Here are some records; copy every line that holds the word "speed".
═════ EXTRACTED ENTRIES
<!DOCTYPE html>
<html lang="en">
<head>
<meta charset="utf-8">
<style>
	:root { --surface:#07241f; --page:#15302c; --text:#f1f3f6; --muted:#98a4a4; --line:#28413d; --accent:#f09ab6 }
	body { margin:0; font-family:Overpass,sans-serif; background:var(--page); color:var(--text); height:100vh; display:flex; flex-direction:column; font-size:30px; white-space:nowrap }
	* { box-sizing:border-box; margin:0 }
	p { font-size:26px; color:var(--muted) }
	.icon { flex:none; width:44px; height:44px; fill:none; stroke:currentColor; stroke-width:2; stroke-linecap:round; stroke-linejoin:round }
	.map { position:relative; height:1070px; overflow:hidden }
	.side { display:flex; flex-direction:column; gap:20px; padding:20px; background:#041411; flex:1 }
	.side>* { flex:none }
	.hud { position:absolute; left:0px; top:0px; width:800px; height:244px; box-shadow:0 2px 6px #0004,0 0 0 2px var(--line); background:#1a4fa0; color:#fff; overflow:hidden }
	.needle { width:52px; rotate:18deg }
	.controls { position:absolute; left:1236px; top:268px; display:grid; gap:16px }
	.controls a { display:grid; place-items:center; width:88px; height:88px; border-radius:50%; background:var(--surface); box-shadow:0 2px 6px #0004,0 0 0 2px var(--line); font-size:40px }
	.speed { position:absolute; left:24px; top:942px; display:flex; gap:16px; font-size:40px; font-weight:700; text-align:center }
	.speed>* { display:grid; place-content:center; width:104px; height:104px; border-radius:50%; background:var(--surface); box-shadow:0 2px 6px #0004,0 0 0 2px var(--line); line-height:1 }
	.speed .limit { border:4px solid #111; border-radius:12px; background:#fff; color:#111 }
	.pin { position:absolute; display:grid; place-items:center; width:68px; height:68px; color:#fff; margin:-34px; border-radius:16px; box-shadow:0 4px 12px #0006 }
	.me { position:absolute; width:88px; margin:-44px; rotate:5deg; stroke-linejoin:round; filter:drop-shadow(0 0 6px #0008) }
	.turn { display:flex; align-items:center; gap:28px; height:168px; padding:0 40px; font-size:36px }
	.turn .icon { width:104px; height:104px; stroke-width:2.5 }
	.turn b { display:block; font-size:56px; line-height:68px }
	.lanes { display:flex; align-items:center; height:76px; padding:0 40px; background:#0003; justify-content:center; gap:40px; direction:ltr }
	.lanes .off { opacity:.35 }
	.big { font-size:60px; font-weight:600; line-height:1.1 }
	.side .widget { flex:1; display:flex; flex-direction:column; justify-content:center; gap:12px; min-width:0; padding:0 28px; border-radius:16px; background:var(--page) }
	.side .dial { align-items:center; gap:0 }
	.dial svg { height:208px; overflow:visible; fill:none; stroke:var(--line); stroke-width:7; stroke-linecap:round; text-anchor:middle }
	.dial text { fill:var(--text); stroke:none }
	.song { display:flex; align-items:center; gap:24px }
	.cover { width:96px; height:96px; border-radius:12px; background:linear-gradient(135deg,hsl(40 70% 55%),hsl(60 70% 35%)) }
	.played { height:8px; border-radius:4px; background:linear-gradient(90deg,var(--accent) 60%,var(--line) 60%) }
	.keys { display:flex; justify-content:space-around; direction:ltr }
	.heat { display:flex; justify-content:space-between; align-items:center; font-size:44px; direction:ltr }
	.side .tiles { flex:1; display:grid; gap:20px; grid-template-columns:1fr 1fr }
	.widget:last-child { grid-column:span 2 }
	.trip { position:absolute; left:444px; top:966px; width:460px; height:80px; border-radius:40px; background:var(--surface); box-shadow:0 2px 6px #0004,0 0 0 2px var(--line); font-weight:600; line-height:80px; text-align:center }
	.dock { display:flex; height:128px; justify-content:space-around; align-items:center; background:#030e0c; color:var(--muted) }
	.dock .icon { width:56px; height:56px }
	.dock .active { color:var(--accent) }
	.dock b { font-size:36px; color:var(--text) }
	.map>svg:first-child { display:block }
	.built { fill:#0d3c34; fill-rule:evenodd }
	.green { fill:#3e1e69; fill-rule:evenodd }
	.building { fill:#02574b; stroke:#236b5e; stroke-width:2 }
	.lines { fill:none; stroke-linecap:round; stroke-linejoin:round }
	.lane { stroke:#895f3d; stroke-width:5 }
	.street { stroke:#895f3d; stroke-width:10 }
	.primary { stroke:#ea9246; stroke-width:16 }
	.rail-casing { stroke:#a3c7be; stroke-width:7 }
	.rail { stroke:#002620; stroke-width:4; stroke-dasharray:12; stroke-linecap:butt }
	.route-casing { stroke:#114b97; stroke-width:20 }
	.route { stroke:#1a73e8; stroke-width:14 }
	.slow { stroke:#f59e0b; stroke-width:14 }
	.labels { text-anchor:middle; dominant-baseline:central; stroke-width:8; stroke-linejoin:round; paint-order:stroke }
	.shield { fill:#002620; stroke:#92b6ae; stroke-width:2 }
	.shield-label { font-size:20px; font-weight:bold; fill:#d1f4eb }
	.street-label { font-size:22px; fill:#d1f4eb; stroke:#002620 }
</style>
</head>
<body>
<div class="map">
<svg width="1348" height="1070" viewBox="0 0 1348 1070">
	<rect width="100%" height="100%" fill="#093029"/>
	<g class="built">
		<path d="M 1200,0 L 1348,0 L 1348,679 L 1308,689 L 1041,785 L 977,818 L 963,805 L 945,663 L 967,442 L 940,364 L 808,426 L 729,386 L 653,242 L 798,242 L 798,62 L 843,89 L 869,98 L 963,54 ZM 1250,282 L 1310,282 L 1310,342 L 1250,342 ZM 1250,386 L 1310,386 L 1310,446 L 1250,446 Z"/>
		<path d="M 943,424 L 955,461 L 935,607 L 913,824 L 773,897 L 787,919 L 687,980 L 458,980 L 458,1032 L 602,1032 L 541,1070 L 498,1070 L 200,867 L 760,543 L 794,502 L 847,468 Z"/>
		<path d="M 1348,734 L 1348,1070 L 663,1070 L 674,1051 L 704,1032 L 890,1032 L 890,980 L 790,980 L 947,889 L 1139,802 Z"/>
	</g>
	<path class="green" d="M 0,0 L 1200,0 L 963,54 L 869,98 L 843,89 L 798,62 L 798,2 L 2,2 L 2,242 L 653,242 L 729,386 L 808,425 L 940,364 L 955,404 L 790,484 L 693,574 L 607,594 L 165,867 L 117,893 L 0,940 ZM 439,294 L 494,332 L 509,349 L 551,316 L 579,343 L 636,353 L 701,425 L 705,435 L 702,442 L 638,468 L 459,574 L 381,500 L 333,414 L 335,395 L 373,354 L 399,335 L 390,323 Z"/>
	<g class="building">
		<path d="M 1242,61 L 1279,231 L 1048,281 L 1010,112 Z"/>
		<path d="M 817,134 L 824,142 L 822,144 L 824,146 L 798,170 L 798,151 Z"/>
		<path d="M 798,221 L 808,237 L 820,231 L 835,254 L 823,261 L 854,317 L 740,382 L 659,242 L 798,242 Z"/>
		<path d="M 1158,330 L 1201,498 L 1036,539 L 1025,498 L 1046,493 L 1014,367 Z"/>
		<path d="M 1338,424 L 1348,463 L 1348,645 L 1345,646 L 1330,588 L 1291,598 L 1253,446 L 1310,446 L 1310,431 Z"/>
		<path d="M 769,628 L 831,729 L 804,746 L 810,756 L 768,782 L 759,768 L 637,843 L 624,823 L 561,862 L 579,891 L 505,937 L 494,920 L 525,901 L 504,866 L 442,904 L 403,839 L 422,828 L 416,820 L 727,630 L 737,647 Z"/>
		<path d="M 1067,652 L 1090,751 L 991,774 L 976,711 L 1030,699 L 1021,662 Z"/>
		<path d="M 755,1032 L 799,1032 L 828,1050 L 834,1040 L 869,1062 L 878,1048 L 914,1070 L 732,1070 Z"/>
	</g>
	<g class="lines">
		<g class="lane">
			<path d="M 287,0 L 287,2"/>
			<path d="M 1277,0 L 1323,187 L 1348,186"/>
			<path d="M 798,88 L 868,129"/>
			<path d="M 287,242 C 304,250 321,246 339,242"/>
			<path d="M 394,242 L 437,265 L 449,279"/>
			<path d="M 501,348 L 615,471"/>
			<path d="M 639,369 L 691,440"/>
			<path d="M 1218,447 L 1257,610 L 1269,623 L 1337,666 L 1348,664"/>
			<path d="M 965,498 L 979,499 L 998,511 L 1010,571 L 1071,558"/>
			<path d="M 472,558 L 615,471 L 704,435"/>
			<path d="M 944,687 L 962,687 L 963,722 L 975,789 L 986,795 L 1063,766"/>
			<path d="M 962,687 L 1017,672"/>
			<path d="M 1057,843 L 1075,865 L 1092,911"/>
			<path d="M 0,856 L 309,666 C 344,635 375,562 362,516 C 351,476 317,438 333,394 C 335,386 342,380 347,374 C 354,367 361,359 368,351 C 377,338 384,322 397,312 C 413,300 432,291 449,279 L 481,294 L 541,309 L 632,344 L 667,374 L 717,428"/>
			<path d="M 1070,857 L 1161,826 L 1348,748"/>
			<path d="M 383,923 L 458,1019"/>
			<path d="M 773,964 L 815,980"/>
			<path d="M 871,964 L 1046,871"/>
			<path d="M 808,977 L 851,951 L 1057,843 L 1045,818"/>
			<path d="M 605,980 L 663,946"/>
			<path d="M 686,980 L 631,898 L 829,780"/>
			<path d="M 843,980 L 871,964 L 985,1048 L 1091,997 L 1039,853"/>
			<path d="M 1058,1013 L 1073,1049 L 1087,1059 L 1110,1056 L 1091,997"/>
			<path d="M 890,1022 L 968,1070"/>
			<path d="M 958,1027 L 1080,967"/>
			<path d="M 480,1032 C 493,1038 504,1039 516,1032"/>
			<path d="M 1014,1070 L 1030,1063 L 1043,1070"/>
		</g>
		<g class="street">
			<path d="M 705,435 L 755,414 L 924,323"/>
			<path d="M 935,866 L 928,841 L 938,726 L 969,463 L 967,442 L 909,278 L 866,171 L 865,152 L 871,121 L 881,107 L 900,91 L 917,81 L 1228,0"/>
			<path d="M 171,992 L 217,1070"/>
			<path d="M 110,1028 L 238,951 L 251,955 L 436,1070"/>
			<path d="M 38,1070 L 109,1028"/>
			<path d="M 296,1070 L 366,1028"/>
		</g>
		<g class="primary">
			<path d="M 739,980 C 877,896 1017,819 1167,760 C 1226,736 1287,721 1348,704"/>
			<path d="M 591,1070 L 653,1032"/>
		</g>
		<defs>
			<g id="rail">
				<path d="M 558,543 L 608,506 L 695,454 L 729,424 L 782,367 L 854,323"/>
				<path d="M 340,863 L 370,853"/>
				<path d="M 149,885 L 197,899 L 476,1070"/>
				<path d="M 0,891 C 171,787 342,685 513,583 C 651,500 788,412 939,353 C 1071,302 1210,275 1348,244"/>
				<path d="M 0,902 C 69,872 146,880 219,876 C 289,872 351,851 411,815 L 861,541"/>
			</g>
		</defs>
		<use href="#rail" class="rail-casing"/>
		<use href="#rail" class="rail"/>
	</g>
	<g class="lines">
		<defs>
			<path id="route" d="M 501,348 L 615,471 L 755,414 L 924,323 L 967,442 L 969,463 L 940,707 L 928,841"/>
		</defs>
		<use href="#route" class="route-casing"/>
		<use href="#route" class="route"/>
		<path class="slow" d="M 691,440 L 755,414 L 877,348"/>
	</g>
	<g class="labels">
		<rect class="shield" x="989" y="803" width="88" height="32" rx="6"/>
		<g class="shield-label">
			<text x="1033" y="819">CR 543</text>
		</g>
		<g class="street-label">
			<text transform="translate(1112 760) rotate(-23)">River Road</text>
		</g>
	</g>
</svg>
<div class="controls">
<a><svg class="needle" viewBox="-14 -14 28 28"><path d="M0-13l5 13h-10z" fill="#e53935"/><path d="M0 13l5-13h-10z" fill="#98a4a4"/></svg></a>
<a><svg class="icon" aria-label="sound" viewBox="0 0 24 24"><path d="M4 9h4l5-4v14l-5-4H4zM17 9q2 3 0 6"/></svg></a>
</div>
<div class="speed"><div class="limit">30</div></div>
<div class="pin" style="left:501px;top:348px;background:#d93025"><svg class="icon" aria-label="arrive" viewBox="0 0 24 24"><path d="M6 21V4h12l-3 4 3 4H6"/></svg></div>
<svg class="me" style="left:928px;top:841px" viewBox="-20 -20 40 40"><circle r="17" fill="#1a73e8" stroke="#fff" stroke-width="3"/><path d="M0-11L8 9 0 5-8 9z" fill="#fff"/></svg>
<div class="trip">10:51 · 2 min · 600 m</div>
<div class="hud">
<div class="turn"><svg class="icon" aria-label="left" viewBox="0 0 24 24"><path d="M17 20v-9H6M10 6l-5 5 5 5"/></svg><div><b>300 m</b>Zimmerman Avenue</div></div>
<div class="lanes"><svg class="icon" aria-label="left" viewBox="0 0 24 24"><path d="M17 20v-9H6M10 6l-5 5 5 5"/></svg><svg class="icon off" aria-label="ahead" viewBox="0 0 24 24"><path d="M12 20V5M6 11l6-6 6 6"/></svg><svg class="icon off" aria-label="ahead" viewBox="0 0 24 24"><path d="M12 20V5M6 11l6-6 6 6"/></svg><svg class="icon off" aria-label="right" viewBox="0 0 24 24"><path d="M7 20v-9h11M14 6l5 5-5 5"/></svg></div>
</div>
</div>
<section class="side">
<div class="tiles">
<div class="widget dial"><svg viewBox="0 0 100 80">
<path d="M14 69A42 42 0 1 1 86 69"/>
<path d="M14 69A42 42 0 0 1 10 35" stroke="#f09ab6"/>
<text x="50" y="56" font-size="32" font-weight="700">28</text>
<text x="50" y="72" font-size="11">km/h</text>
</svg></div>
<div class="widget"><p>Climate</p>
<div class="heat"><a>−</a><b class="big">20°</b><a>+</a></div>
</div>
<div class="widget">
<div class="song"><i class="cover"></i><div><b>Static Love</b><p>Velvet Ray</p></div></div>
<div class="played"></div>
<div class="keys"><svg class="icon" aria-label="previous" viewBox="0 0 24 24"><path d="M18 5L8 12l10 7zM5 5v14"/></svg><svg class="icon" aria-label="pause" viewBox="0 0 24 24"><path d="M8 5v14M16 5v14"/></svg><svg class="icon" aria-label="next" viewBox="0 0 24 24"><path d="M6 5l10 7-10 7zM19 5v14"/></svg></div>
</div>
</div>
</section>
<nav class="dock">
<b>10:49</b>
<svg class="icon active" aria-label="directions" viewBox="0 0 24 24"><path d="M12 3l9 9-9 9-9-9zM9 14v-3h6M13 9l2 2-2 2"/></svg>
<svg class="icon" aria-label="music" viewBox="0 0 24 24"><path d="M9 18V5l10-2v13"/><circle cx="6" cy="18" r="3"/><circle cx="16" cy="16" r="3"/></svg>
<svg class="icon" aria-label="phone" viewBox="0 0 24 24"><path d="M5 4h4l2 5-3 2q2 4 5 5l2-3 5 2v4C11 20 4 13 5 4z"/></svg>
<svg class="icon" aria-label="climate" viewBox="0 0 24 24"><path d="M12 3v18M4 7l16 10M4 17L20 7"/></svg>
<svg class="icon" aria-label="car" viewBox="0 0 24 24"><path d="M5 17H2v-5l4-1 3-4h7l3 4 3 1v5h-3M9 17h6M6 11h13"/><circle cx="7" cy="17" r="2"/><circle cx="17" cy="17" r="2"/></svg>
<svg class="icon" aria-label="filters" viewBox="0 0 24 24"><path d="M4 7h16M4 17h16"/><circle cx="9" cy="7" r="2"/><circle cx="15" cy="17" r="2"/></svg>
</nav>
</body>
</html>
══════════
(RESPONSE BELOW):
	.speed { position:absolute; left:24px; top:942px; display:flex; gap:16px; font-size:40px; font-weight:700; text-align:center }
	.speed>* { display:grid; place-content:center; width:104px; height:104px; border-radius:50%; background:var(--surface); box-shadow:0 2px 6px #0004,0 0 0 2px var(--line); line-height:1 }
	.speed .limit { border:4px solid #111; border-radius:12px; background:#fff; color:#111 }
<div class="speed"><div class="limit">30</div></div>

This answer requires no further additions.